This bit of code would simply use GEMDOS function number 9 to display a string (labelled message), similarly to the sort of thing we've done more than once before. However, the current values of registers d0 and a0 are saved before the trap and restored afterward. If GEMDOS uses these two registers, it won't make any difference to us—we'll still have their current contents when the saved values are popped from the stack. We just have to make sure that we push and pop the values in exact opposite order.

Saving and restoring registers is such a common use for the stack that a compound form of this instruction has been included in the 68000 set: movem, for "move multiple." With one execution of movem, you can save one or all of the data and address registers (including a7) in any combination on the stack. With another execution, you can restore all these values. Using movem, the above code fragment would look like this:

movem.l   a0/d0,-(a7)      move 'em out
move.l    #message,-(a7)   get string address
move.w    #9,-(a7)         code=display string
trap      #1               do it
addq.l    #6,a7            pop args
movem.l   (a7)+,a0/d0      move 'em back in

Suppose you wanted to save more registers:

movem.l   a0-a2/a3-a4/a6/d0-d4,-(a7)   save 'em
(...do something here...)
movem.l  (a7)+,a6/a3-a4/d0-d4/a0-a2     get 'em

A sequence of registers to be saved is indicated by a dash: a0-a2 means a0, a1, a2. Groups of sequences are separated by slashes. A group can consist of a single register. (Note that you don't have to worry about the order in which you name registers.) The assembler, when generating the machine code for movem, generates a second word of code that consists entirely of bit-flags representing the registers. Each register has its own bit. If it's set, the register is pushed (or popped); otherwise, the register is left alone. The order of pushing and popping is always the same, and isn't dependent on the order in which you happen to write the registers.

By the way, if you're using the Motorola 68000 manual as a reference, you'll probably get very confused if you look at its little diagram of the format of a movem instruction (at the bottom of page B-71 in the 5th edition).

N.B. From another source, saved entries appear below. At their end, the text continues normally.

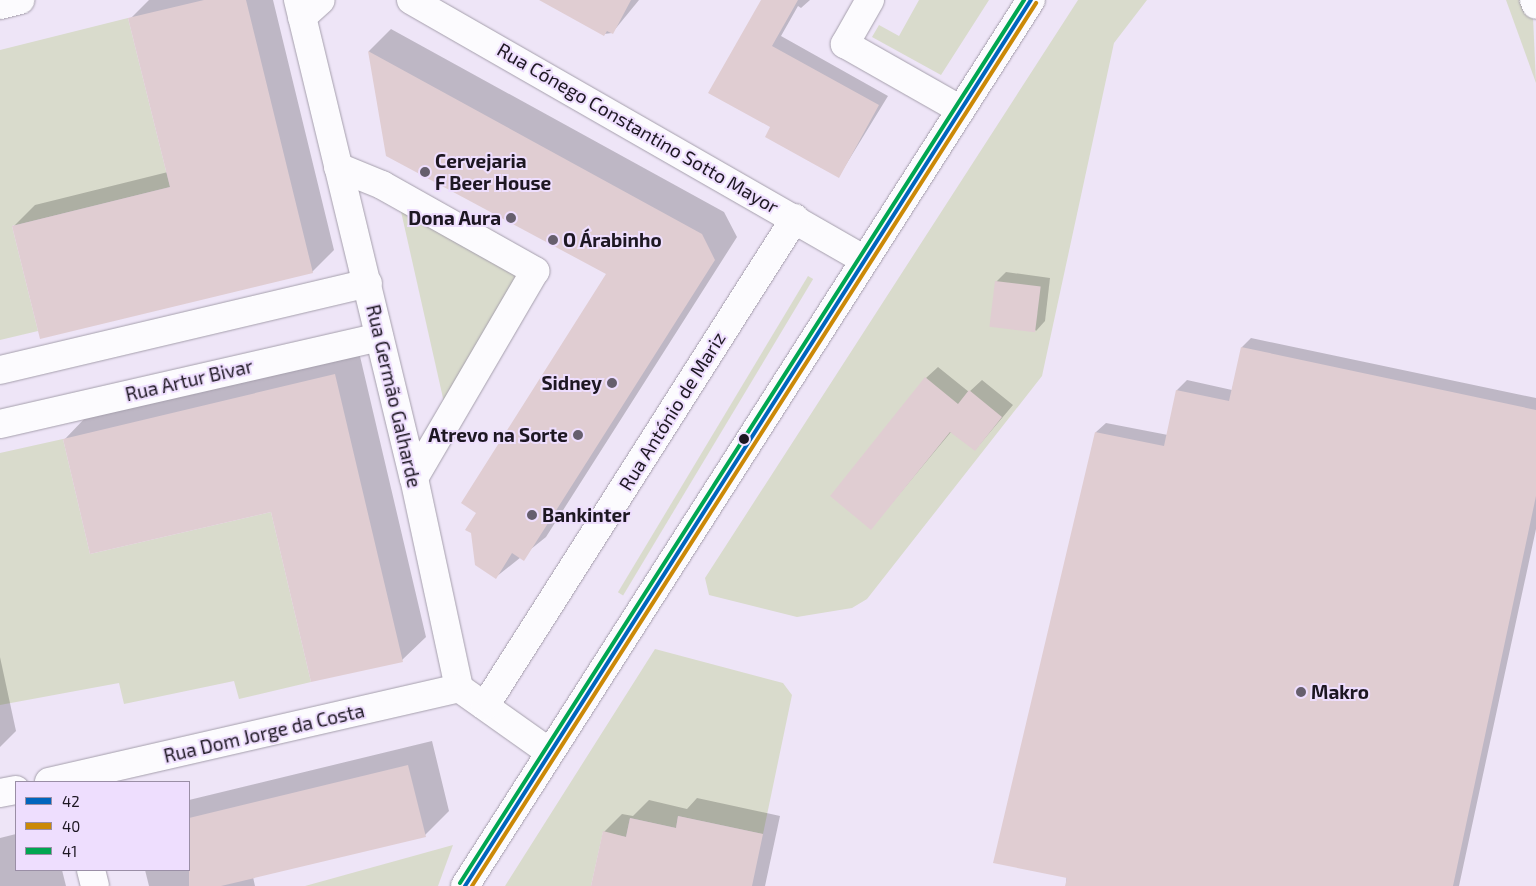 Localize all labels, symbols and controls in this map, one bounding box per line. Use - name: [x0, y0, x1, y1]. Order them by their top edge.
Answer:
- street label: Rua Cónego Constantino Sotto Mayor: [493, 38, 783, 218]
- place label: Cervejaria F Beer House: [435, 150, 552, 194]
- marker: Cervejaria F Beer House: [419, 166, 431, 178]
- place label: Dona Aura: [408, 207, 501, 229]
- marker: Dona Aura: [505, 212, 517, 224]
- place label: O Árabinho: [563, 229, 662, 251]
- marker: O Árabinho: [547, 234, 559, 246]
- street label: Rua Germão Galharde: [362, 302, 426, 490]
- street label: Rua António de Mariz: [614, 327, 730, 495]
- street label: Rua Artur Bivar: [123, 354, 255, 406]
- place label: Sidney: [541, 372, 602, 394]
- marker: Sidney: [606, 377, 618, 389]
- place label: Atrevo na Sorte: [428, 424, 568, 446]
- marker: Atrevo na Sorte: [572, 429, 584, 441]
- unlabelled marker: [739, 434, 749, 444]
- place label: Bankinter: [542, 504, 630, 526]
- marker: Bankinter: [526, 509, 538, 521]
- place label: Makro: [1311, 681, 1369, 703]
- marker: Makro: [1295, 686, 1307, 698]
- street label: Rua Dom Jorge da Costa: [161, 699, 367, 767]
- legend: [15, 781, 190, 871]
- text: 42: [62, 792, 80, 810]
- text: 40: [62, 817, 80, 835]
- text: 41: [62, 842, 77, 860] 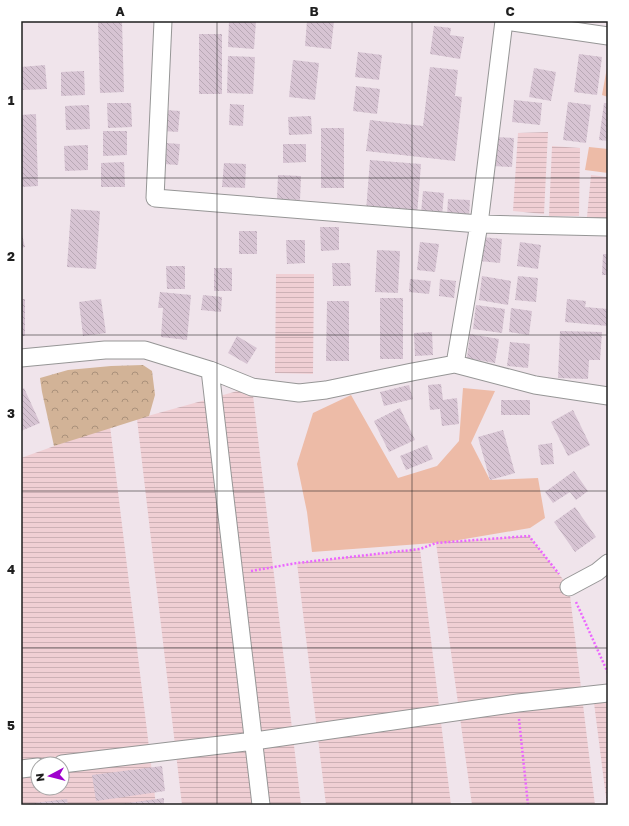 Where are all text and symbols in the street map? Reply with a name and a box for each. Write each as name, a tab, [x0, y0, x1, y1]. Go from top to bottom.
text: A	[115, 3, 125, 19]
text: B	[309, 3, 319, 19]
text: C	[505, 3, 515, 19]
text: 1	[8, 92, 15, 108]
text: 2	[7, 248, 15, 264]
text: 3	[7, 405, 15, 421]
text: 4	[7, 561, 15, 577]
text: 5	[7, 717, 15, 733]
north arrow	[30, 756, 70, 796]
text: N	[33, 772, 47, 782]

The diagram seems to be saying that the instruction is only one word long, and that the word somehow does double duty as both a machine instruction and a set of bit-flags for the registers. That would be a truly remarkable feat of data packing. I had to look up movem in Programming the 68000 by Steve Williams (Sybex) to make sure that the entire instruction (with the register list) is two, not one, words long. So, if you're interested in this sort of thing, be warned: the Motorola instruction format diagrams are not models of clarity.

A see-through address mode.

The last new topic I want to discuss this time is that promised address mode that will let us peek into a stack, without popping any items. Consider the situation immediately after we've jumped to a subroutine by executing a bsr instruction. What is the stack pointer pointing to? That's easy—the return address, a longword value. We know this because the return address was automatically pushed onto the stack by the bsr, and that was the last instruction executed.

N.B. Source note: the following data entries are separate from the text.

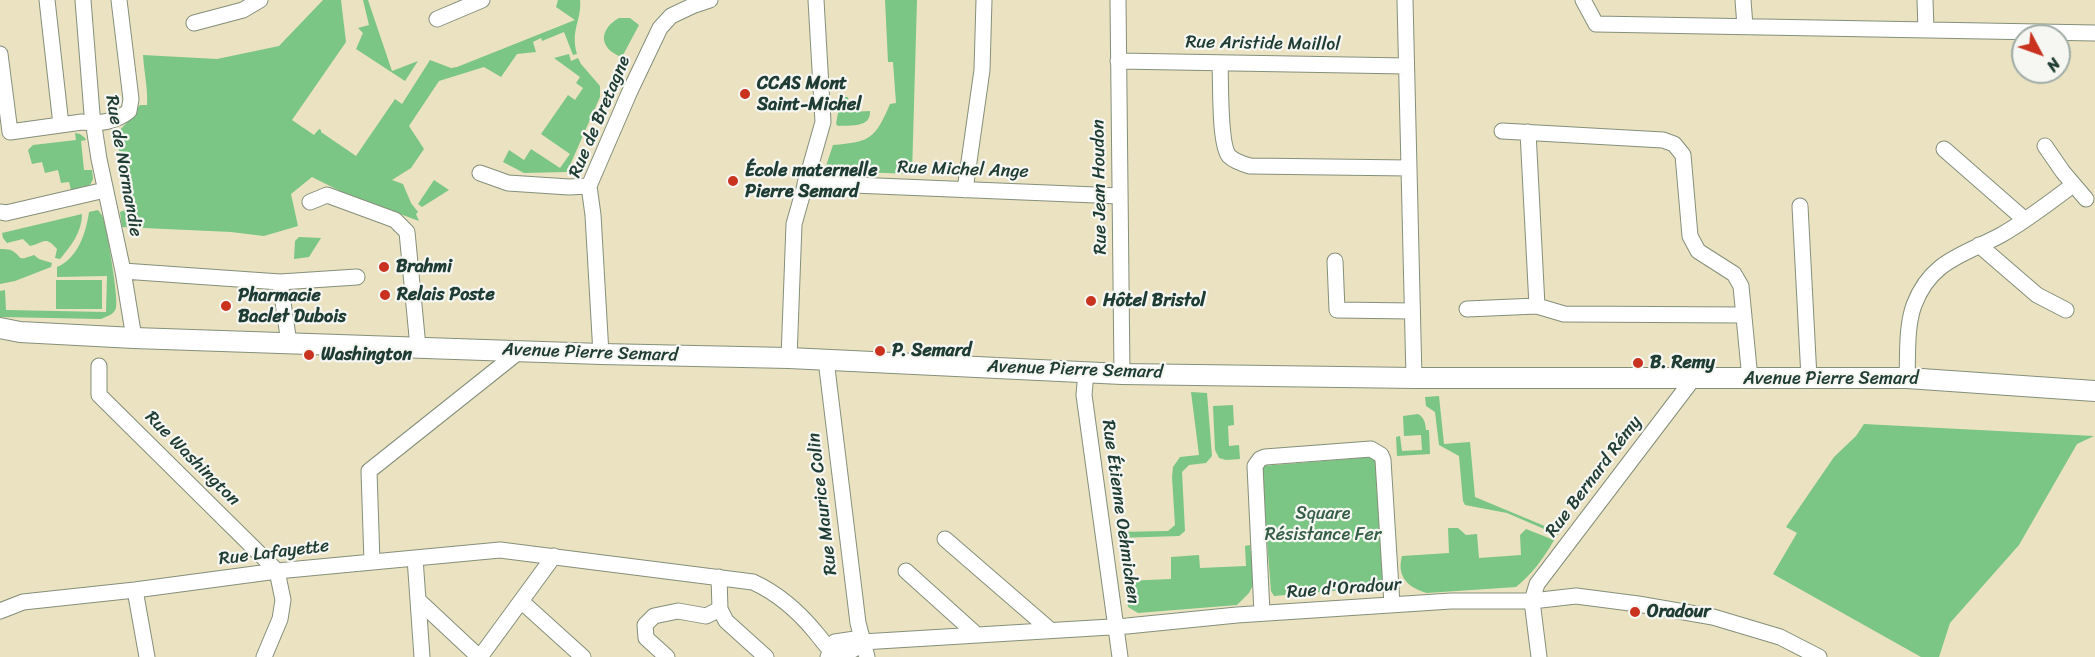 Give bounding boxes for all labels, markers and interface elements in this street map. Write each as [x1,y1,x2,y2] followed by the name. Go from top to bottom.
[2011,24,2071,84] north arrow
[1185,32,1341,56] street label: Rue Aristide Maillol
[2039,51,2068,79] text: N
[565,53,635,181] street label: Rue de Bretagne
[757,73,861,116] place label: CCAS Mont Saint-Michel
[738,87,752,101] marker: CCAS Mont Saint-Michel
[100,94,146,238] street label: Rue de Normandie
[1088,119,1112,255] street label: Rue Jean Houdon
[897,157,1029,183] street label: Rue Michel Ange
[745,160,877,202] place label: École maternelle Pierre Semard
[726,174,740,188] marker: École maternelle Pierre Semard
[396,256,452,278] place label: Brahmi
[377,260,391,274] marker: Brahmi
[397,284,495,306] place label: Relais Poste
[238,285,346,328] place label: Pharmacie Baclet Dubois
[378,288,392,302] marker: Relais Poste
[1103,290,1205,312] place label: Hôtel Bristol
[1084,294,1098,308] marker: Hôtel Bristol
[219,299,233,313] marker: Pharmacie Baclet Dubois
[502,339,678,367] street label: Avenue Pierre Semard
[892,340,972,362] place label: P. Semard
[321,344,412,366] place label: Washington
[873,344,887,358] marker: P. Semard
[302,348,316,362] marker: Washington
[1650,352,1715,374] place label: B. Remy
[987,356,1163,384] street label: Avenue Pierre Semard
[1631,356,1645,370] marker: B. Remy
[1743,368,1919,390] street label: Avenue Pierre Semard
[140,407,244,511] street label: Rue Washington
[1541,412,1647,542] street label: Rue Bernard Rémy
[1096,419,1144,605] street label: Rue Étienne Oehmichen
[804,432,842,576] street label: Rue Maurice Colin
[1265,503,1381,546] park label: Square Résistance Fer
[218,536,330,570] street label: Rue Lafayette
[1286,574,1402,604] street label: Rue d'Oradour
[1647,601,1711,623] place label: Oradour
[1628,605,1642,619] marker: Oradour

Furthermore, we know that at anytime after entering a subroutine in this manner, the execution of an rts instruction will immediately return us to where we came from (as long as we haven't fooled with the stack in the meantime).

Suppose we wanted to move the return address into another register, without disturbing the stack. We already know how to do that:

move.l    (a7),d0   get return address

Register a7 is pointing to the value, so we simply use the Address Register Indirect mode to read it via a7 and move a copy of it into d0. This mode (which I sneaked into issue 16's program) is the same thing as Address Register Indirect With Predecrement or Postincrement, only without the decrement or increment. The value of the register is used as an address, and the value remains unchanged.

Now suppose a word value had been pushed on the stack just before the bsr was executed. At entry into our subroutine, a7 points to a longword that's the return address. The word value pushed before the bsr is therefore in the two bytes just after the return address. If we added 4 to the current value of a7, it would then be pointing to our word. But we don't want to alter the value of a7.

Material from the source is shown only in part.